President Donald Trump's administration issued a Department of Health and Human Services ruling on June 12 that will roll back antidiscrimination health protections for transgender people.
The decision was a reversal of a section of the Affordable Care Act issued in 2010, which made it illegal for doctors and hospitals to deny care to someone whose identity they disapproved of. In particular, this was crucial in the protection of transgender people, who often face discrimination in health care.
In addition to basic medical necessities, some trans people depend on the healthcare system to receive hormone therapy in order to transition. Max Miller-Edwards, who identifies as genderqueer and is the executive director of AU Pride, said they were fearful of the possible effects of the rollback.
“This rollback has the ability to potentially impact the entire community,” they said. “The LGBTQ+ community already has difficulty accessing healthcare, so this is a very dangerous rollback.”
The ruling may impact college-age transgender people disproportionately. Young people appear to be more likely to openly identify as transgender and gender non-binary, according to a 2019 article published by the journal Translational Andrology and Urology.
“College is when a lot of trans people come out and start living authentically as themselves,” Miller-Edwards said. “This [rollback] validates and opens the door for more discrimination to occur.”
Björkstén, the social media chair of AU’s student LGBTQ+ publication Visible, agrees with this.
“The people who are at the highest risk right now are people who need immediate access to healthcare for any reason, [such as] poor folks and folks who are just now beginning their transition,” Björkstén, who is non-binary, said. “I definitely think college-age people fit into those two categories.”
The ruling is a direct attack on the trans community, they said.
“Trans people already feel like we’re others in society at large and at AU.” Björkstén said. “AU does a pretty good job, but something just as small as having to search multiple floors to find a bathroom that isn’t gendered just makes you feel out of place.”
The timing of the ruling has also fallen under heavy criticism. It was issued on the fourth anniversary of the massacre at Pulse, a gay nightclub in Orlando.
Roger Severino, the Office for Civil Rights director at the Department of Health and Human Services told The New York Times that the timing was “purely coincidental.”
It also came in the midst of the coronavirus pandemic, which has created a public health crisis.
At AU, hormone therapy is available at the Student Health Center. Dr. David Reitman, the director of LGBT Health Services at AU, detailed the process of receiving hormone therapy.
“Any student who wants to get hormones for gender-affirming care, we offer it to them,” he said.
The health center uses the Informed Consent Model, which outlines that trans and gender-nonconfirming patients can seek care without needing verification from a mental health professional.

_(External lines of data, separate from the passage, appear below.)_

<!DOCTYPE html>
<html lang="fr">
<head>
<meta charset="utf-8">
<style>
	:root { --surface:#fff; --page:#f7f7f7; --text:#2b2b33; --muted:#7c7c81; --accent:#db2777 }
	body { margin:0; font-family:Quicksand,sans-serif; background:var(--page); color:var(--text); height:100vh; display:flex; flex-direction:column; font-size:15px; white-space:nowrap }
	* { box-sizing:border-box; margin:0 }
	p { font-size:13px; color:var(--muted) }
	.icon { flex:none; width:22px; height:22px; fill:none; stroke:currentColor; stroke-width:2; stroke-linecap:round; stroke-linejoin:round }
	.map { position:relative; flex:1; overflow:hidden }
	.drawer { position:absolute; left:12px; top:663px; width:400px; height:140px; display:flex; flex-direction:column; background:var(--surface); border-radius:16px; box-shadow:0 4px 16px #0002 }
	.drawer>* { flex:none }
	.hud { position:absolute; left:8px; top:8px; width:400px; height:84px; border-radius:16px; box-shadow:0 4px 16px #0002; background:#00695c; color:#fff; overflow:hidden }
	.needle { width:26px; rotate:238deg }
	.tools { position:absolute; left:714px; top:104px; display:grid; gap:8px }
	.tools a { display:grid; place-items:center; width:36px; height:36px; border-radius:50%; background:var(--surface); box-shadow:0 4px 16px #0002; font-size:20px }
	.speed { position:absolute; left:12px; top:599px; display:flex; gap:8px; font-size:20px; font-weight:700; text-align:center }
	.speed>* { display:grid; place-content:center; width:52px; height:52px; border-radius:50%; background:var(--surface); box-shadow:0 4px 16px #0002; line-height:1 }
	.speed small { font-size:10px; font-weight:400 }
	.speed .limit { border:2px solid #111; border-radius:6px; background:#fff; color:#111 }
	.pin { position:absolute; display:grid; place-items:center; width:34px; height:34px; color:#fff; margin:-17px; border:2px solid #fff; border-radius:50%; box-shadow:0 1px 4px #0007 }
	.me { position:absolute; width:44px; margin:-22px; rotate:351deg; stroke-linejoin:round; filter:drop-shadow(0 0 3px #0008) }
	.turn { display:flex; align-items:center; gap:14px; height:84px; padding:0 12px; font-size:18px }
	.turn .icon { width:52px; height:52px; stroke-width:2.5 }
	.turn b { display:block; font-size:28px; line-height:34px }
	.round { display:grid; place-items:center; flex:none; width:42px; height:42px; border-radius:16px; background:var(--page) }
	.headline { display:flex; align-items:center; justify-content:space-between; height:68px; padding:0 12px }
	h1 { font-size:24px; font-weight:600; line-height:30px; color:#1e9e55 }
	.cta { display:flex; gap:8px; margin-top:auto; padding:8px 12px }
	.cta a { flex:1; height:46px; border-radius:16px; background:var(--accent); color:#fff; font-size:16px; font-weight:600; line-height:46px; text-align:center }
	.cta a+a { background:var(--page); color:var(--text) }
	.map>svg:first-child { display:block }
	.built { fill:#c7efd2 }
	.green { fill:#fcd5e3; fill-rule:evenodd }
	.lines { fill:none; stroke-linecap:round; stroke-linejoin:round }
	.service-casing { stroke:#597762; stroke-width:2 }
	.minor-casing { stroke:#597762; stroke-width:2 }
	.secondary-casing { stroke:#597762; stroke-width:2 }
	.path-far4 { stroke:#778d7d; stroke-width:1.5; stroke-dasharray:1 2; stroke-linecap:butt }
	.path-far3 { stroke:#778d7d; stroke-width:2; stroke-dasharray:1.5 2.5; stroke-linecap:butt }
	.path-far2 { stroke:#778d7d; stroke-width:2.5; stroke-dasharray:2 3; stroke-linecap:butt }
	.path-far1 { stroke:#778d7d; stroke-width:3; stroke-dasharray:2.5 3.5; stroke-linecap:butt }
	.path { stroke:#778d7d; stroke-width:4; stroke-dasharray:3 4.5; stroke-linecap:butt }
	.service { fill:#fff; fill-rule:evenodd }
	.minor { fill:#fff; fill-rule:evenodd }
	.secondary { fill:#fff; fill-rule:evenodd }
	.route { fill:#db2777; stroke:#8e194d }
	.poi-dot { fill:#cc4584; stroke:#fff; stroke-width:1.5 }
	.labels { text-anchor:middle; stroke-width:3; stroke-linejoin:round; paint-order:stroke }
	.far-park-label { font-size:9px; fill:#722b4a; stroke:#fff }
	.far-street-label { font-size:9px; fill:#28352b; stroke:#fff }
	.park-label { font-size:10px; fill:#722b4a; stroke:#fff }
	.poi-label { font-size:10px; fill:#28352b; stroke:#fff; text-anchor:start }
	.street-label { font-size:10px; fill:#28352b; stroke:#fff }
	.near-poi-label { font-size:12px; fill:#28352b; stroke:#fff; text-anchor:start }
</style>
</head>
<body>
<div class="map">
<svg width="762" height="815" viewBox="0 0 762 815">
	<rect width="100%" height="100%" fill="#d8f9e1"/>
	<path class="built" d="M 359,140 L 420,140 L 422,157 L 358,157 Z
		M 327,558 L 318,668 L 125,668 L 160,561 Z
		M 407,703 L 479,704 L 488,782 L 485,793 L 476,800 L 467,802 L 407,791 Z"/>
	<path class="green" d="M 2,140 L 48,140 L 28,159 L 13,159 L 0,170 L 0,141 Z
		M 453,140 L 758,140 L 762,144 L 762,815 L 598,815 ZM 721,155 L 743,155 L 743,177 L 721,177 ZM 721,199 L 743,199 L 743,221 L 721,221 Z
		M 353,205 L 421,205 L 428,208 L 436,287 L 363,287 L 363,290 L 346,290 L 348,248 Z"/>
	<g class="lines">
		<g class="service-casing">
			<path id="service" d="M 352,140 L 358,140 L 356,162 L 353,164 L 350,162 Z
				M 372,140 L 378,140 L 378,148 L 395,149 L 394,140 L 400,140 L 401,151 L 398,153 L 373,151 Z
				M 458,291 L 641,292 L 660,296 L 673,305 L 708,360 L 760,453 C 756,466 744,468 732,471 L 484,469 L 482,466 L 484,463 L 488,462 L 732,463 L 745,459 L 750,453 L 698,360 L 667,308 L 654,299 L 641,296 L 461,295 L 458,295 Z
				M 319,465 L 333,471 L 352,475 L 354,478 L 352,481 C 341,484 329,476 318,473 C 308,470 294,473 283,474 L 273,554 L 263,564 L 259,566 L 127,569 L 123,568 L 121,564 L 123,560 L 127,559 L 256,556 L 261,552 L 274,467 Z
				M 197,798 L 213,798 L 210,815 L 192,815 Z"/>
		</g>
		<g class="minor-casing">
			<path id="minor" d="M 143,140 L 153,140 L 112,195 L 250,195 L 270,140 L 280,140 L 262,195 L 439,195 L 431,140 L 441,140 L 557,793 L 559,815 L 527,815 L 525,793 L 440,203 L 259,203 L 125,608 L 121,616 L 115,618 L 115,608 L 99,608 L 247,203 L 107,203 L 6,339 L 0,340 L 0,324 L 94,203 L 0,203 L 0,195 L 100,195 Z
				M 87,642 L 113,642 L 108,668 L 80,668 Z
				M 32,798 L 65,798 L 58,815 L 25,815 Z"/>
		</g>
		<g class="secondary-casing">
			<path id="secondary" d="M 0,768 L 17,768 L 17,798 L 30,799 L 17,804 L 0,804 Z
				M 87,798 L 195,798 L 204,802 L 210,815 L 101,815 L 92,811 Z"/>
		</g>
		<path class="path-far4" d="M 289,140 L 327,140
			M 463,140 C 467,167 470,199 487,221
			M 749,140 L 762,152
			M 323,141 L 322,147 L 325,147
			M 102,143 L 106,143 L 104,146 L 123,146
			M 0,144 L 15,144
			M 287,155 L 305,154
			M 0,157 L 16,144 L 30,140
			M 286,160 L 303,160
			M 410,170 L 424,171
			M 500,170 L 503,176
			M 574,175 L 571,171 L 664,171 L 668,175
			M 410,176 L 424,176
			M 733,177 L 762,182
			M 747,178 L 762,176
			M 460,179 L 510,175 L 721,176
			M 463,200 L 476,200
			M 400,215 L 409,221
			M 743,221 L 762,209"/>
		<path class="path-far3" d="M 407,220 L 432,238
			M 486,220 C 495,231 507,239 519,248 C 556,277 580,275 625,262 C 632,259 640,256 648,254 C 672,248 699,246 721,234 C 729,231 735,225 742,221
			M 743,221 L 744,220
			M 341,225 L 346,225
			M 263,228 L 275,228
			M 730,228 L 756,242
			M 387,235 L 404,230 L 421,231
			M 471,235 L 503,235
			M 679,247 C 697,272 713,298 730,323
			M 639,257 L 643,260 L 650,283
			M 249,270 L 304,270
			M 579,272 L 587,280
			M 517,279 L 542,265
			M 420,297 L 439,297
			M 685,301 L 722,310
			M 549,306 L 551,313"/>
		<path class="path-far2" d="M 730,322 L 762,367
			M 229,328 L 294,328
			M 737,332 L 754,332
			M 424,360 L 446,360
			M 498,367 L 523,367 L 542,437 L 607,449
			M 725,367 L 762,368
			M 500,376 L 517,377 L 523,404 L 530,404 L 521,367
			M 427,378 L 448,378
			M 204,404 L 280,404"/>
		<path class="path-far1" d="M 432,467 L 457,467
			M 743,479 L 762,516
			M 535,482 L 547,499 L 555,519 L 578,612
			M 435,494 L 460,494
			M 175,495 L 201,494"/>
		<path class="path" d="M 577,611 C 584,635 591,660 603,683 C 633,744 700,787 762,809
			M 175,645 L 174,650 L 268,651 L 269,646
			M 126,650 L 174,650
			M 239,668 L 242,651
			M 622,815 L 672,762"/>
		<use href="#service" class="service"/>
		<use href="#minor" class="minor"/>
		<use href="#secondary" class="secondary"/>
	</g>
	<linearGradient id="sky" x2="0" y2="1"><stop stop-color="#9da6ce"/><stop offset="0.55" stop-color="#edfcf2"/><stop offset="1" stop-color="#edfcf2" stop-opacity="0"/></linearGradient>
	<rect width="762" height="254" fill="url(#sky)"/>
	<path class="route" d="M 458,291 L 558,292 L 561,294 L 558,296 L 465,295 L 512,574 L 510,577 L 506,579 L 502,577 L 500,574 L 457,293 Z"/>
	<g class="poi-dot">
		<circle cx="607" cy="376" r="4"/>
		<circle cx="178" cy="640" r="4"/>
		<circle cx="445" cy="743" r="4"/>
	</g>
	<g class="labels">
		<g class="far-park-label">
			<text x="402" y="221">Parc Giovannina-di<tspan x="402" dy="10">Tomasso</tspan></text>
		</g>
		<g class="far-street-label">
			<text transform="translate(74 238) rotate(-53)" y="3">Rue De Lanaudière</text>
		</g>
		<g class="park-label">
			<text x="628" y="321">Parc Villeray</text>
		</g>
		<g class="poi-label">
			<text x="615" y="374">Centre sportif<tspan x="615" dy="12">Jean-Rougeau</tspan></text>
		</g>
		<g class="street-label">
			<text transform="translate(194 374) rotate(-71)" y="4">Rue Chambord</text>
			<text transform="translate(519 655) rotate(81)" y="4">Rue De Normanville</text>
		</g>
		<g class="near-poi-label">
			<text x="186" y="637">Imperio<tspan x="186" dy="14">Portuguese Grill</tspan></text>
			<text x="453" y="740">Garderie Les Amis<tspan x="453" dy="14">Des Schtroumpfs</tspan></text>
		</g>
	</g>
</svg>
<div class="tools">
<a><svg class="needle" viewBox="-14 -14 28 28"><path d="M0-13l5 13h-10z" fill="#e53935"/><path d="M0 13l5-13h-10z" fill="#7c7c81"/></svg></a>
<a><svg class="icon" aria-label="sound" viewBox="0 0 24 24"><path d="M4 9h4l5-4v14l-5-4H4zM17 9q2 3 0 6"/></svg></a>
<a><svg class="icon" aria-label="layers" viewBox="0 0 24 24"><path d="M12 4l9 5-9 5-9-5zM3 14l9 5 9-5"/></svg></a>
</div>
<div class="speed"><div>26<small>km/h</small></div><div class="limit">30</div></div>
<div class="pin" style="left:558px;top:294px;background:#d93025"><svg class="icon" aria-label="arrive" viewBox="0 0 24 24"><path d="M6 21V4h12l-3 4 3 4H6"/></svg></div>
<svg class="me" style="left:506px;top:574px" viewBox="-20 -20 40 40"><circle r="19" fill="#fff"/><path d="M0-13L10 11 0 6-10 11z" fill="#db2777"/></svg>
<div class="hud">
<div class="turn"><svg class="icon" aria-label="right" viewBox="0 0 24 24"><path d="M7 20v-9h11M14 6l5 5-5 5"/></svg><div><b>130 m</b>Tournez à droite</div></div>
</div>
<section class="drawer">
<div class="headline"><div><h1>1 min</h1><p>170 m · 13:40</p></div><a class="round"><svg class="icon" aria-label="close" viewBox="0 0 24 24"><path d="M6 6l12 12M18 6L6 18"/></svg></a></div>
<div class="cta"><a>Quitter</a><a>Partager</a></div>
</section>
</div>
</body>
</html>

“A student says that they are experiencing gender dysphoria and they want to transition to some degree, and we don’t require them to see a therapist,” Reitman said. “We basically take their word, and if they want to start hormones, we’ll provide them for them.”
Dr. Reitman said that there are protections in place that will prevent the attack on trans healthcare, at least at the University. CareFirst BlueCross BlueShield, the insurance that is provided to students through the University, will not be affected.
“For the most part, [the rollback] probably will not affect them [AU students] that much. We’re not changing our practices by any means. We’re not gonna treat our transgender students differently because of this ruling, and we’re gonna continue to prescribe hormones for students who want them.”
However, Reitman said students may encounter a problem receiving healthcare if they are on their parents’ insurance, which has the power “to decide that they are not gonna cover gender dysphoria and a diagnosis or hormone therapy.”
Outside of the University, people seeking healthcare in D.C. are also protected from the rollback. As dictated by the D.C. Human Rights Act, discrimination is illegal based on the 21 protective traits that apply to those who seek healthcare in the District.
Although Reitman agrees that college-age trans people will disproportionately be impacted, big health insurance companies like BlueCross BlueShield, Aetna and UnitedHealth Group “don’t have policies against transgender healthcare,” Reitman said.
However, this ruling might make transgender people “less inclined to get healthcare,” Reitman said.
“It’s just so dehumanizing,” Björkstén said about the rollback. “It makes it more emotionally traumatizing for trans people to seek help.”